Takahata, mucho más acercado al realismo que Miyazaki, tardó siete años en hacer esta película: tiene lógica. Cada plano del film está hecho a mano a través de miles de fotogramas. El estilo de dibujo es muy parecido a Mis vecinos los Yamada. Pero esta nueva prueba tiene una evolución muy marcada. El cuento de la princesa Kaguya destila calidad, hay magia en cada una de las secuencias. Es sencillo hipnotizarse con los colores, las formas, la estética. Aunque se trata básicamente de pinturas de acuarela al estilo antiguo en movimiento, todo se percibe extraordinariamente verosímil. Impresiona. Queda claro: por su tiempo para contar el relato, no pretende ser una historia popular ni fácil. Hay que tener paciencia, saber disfrutarla.

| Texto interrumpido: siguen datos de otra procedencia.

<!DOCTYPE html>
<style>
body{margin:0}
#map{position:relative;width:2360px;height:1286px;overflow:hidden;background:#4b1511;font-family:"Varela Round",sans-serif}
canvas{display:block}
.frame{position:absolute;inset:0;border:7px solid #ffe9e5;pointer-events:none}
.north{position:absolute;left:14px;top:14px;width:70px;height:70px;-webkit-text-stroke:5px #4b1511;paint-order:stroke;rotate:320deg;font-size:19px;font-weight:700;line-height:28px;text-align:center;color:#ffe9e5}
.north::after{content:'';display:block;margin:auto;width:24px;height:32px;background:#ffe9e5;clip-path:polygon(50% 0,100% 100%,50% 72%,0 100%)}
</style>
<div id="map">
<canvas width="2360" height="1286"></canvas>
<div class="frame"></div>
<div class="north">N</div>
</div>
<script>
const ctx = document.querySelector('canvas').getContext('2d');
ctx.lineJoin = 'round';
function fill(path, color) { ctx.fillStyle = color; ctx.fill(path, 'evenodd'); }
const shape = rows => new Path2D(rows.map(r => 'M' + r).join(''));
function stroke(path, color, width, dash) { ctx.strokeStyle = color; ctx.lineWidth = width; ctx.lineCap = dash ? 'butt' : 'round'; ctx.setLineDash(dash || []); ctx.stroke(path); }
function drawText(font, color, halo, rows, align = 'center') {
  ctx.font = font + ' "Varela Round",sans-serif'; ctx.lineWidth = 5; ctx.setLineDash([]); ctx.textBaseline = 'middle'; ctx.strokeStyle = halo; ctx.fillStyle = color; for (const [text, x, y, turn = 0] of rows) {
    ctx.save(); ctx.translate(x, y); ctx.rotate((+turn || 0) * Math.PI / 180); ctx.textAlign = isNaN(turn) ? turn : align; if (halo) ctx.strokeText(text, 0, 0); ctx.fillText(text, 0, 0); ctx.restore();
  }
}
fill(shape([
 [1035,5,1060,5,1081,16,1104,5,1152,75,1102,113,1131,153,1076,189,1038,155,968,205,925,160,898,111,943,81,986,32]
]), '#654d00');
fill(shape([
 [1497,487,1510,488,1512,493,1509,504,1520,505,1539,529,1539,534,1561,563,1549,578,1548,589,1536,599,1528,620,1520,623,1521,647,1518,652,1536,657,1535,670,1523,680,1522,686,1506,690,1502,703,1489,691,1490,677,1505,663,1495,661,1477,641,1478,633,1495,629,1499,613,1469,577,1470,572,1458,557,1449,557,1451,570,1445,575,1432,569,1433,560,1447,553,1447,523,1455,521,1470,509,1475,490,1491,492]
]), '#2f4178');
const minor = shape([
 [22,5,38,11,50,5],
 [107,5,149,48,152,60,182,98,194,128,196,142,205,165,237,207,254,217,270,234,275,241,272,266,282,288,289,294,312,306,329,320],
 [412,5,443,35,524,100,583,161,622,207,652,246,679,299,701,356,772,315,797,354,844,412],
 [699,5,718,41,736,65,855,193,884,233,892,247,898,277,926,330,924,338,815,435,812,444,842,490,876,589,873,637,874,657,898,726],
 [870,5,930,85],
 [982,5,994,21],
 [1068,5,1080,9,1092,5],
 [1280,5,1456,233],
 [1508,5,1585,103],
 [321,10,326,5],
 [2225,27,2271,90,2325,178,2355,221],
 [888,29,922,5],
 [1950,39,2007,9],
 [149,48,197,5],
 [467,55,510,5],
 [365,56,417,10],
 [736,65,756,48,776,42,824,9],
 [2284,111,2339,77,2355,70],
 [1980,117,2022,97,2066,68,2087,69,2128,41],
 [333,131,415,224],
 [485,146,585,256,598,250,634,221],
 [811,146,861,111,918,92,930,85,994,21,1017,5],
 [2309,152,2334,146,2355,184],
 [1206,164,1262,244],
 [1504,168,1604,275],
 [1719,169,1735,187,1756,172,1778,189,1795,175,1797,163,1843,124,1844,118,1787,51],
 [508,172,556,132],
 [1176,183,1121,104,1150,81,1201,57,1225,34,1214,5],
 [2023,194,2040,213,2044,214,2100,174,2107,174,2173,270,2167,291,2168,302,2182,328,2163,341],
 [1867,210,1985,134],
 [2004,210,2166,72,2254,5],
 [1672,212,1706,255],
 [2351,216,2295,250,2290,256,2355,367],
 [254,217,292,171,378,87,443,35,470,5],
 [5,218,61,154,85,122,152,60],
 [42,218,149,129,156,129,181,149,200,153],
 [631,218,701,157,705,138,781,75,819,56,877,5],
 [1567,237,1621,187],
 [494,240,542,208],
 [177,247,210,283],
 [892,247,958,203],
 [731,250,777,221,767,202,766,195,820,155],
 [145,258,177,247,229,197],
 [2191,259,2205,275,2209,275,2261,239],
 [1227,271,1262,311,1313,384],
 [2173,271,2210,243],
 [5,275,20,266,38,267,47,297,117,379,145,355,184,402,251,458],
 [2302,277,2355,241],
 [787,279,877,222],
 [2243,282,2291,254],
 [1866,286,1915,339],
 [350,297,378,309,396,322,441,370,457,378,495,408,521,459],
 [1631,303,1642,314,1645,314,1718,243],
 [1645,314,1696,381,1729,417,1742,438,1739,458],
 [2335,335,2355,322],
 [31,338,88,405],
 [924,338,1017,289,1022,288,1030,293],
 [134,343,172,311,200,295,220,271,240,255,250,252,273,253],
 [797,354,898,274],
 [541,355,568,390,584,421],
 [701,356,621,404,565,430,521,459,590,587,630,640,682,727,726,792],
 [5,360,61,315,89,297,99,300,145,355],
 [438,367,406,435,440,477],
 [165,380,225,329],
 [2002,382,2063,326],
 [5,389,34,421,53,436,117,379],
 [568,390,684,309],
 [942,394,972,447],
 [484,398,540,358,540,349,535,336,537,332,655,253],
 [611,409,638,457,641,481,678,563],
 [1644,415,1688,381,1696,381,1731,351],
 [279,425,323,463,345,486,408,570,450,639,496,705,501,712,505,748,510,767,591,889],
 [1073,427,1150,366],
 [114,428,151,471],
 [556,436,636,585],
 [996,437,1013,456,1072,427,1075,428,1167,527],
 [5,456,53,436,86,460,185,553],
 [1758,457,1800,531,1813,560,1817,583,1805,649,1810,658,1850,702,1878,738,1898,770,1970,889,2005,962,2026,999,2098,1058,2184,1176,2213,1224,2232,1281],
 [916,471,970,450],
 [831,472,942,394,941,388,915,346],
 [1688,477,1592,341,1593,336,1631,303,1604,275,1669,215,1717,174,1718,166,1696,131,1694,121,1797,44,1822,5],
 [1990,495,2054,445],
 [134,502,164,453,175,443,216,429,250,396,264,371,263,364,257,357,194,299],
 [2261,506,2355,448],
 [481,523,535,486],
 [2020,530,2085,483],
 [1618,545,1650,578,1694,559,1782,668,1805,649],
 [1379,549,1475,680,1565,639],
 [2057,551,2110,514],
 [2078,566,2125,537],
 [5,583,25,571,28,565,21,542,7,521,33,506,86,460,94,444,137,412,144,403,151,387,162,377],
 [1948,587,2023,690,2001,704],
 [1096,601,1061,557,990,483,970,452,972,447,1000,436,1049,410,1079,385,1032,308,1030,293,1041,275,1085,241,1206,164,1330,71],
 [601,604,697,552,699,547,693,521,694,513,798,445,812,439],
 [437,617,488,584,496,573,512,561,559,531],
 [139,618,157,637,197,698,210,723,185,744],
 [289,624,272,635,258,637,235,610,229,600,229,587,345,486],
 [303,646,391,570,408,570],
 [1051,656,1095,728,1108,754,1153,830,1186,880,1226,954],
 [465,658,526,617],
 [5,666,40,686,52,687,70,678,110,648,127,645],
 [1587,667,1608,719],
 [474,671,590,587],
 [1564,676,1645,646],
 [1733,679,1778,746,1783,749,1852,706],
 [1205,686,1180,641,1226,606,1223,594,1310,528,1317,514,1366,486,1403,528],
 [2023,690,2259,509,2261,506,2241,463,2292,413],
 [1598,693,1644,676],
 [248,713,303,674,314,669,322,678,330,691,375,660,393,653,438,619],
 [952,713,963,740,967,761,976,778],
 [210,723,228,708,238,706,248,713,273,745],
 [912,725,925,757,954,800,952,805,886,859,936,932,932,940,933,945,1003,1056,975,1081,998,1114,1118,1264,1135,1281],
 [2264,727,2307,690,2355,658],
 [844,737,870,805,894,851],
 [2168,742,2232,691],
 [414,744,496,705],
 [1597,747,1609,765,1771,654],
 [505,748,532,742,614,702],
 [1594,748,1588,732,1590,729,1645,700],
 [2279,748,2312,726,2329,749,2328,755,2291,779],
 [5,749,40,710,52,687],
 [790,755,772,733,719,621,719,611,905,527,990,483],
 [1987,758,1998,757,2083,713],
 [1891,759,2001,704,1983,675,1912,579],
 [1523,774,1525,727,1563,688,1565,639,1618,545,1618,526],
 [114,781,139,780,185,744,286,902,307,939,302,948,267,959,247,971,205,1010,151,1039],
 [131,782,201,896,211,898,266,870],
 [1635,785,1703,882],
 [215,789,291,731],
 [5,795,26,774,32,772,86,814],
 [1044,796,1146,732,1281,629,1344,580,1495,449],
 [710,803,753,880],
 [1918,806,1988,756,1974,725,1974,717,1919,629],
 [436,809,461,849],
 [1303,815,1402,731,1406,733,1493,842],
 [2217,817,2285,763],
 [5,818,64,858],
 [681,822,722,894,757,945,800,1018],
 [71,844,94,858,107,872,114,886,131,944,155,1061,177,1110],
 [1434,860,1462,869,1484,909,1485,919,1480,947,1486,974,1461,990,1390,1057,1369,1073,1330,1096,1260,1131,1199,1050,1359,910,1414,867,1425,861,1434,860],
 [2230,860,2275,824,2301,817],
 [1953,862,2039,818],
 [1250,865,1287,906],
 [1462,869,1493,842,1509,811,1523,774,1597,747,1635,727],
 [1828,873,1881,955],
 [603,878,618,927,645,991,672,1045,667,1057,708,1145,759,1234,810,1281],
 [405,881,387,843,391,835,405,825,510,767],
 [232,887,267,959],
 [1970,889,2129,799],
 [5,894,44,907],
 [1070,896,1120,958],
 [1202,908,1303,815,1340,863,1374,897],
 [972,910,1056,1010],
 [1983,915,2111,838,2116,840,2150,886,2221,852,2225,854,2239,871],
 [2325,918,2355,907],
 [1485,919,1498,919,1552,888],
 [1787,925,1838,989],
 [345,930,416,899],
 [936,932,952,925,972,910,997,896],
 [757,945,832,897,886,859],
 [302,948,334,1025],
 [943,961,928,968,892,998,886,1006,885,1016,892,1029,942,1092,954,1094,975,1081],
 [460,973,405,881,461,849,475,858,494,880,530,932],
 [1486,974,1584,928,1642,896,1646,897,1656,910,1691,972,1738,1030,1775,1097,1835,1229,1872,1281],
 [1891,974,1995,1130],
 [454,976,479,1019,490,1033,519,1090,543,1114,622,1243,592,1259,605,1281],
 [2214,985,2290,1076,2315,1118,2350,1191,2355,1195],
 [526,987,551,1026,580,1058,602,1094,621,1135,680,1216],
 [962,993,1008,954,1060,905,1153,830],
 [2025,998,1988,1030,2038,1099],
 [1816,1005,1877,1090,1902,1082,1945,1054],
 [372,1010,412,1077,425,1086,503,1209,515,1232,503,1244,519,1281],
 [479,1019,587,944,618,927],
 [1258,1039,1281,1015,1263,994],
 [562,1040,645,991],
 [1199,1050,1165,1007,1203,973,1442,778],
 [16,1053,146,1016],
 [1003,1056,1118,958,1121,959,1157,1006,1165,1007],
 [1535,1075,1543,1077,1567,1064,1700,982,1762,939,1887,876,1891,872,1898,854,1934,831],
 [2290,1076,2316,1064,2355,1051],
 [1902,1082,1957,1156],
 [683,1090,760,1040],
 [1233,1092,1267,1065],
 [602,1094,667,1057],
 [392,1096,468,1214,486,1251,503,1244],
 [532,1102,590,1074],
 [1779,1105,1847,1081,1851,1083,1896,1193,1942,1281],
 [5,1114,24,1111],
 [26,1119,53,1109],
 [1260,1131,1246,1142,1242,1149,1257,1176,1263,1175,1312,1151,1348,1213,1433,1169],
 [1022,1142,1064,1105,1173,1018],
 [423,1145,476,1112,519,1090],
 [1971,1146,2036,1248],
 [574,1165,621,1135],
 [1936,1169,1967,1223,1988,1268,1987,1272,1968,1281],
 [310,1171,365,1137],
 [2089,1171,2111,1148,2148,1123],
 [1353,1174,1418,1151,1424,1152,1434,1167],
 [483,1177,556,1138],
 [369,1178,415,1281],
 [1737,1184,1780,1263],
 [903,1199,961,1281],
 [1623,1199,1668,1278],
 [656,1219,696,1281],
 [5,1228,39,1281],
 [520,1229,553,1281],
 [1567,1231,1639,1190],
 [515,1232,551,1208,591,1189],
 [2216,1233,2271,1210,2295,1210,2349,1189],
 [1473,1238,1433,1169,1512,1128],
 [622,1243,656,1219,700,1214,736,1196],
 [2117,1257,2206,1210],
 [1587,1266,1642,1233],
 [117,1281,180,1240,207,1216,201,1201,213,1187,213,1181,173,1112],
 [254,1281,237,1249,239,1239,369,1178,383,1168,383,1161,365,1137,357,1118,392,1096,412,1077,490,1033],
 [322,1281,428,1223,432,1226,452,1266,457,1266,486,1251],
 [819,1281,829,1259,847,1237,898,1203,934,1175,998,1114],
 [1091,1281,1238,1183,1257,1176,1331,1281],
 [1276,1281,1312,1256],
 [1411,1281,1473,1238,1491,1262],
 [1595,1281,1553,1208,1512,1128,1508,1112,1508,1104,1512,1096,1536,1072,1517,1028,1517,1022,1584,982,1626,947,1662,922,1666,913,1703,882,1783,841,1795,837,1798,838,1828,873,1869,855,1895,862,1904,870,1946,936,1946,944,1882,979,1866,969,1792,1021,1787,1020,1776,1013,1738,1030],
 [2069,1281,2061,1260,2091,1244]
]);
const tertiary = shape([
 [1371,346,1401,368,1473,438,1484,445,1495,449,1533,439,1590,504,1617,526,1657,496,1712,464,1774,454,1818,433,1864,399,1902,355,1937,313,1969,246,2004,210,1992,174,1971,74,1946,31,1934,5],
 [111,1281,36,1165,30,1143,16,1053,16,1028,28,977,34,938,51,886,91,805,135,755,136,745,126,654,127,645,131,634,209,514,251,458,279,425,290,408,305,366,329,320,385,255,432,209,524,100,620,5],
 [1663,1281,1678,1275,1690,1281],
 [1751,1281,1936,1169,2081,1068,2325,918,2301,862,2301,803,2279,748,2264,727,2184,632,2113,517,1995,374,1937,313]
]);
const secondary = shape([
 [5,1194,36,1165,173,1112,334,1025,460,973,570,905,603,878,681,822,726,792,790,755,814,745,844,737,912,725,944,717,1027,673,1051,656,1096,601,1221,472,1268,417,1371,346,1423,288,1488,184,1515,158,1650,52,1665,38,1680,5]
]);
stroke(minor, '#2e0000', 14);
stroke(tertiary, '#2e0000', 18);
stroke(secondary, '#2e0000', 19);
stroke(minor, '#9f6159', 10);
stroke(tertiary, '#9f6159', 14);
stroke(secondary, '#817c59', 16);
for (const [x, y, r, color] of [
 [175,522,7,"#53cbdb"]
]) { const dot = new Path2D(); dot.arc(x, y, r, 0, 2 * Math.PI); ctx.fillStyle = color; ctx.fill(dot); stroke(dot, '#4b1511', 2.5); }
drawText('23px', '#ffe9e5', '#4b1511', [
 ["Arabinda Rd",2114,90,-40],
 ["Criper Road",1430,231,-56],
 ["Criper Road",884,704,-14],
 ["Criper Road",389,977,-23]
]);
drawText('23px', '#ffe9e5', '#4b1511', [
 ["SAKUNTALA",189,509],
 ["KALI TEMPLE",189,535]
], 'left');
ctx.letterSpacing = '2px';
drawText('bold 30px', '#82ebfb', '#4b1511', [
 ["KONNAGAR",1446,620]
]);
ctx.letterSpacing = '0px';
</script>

El director se remite a buena parte de los códigos aristócratas del Japón feudal casi como si fuera un tributo a dos grandes del cine de su país: Kenji Mizoguchi y Akira Kurosawa. Kaguya es un canto a la libertad: es una princesa que no quiere estar atada al destino que muchos le proyectan. Sus formas de revolucionarse ante tanta opresión son fascinantes. Por momentos, transmiten verdadera tristeza. ¿Qué lugar ocupa la secuencia en la que Kaguya corre y escapa en la historia del cine de animación? Tiene que estar entre las mejores.
Sobre la segunda parte, cuando Kaguya está recluida en su palacio y una serie de pretendientes quieren conquistarla, la película pierde un poco de fuerza y el relato se hace algo predecible. Pero, sobre el final, vuelve la potencia. Los últimos minutos son devastadores (mucho más si no se conoce el mito), acompañados por la música perfecta (Joe Hisaishi, el tercer gran maestro de Ghibli) y el ritmo finamente desarrollado.
Por último: El cuento de la princesa Kaguya está nominada a mejor película de animación en los Oscar 2014. Parece un reconocimiento válido de la Academia ante un creador grandioso. Es muy posible que no gane. ¿A quién le importa? No hay que más que disfrutar. Aunque muchos ya lo hicieron (John Lasseter, el hombre más fuerte de Pixar, es uno de los grandes admiradores), no es preciso que el mundo se rinda a los pies de Ghibli. Porque Ghibli le da la espalda a todos mientras la fábrica de magia no se agote.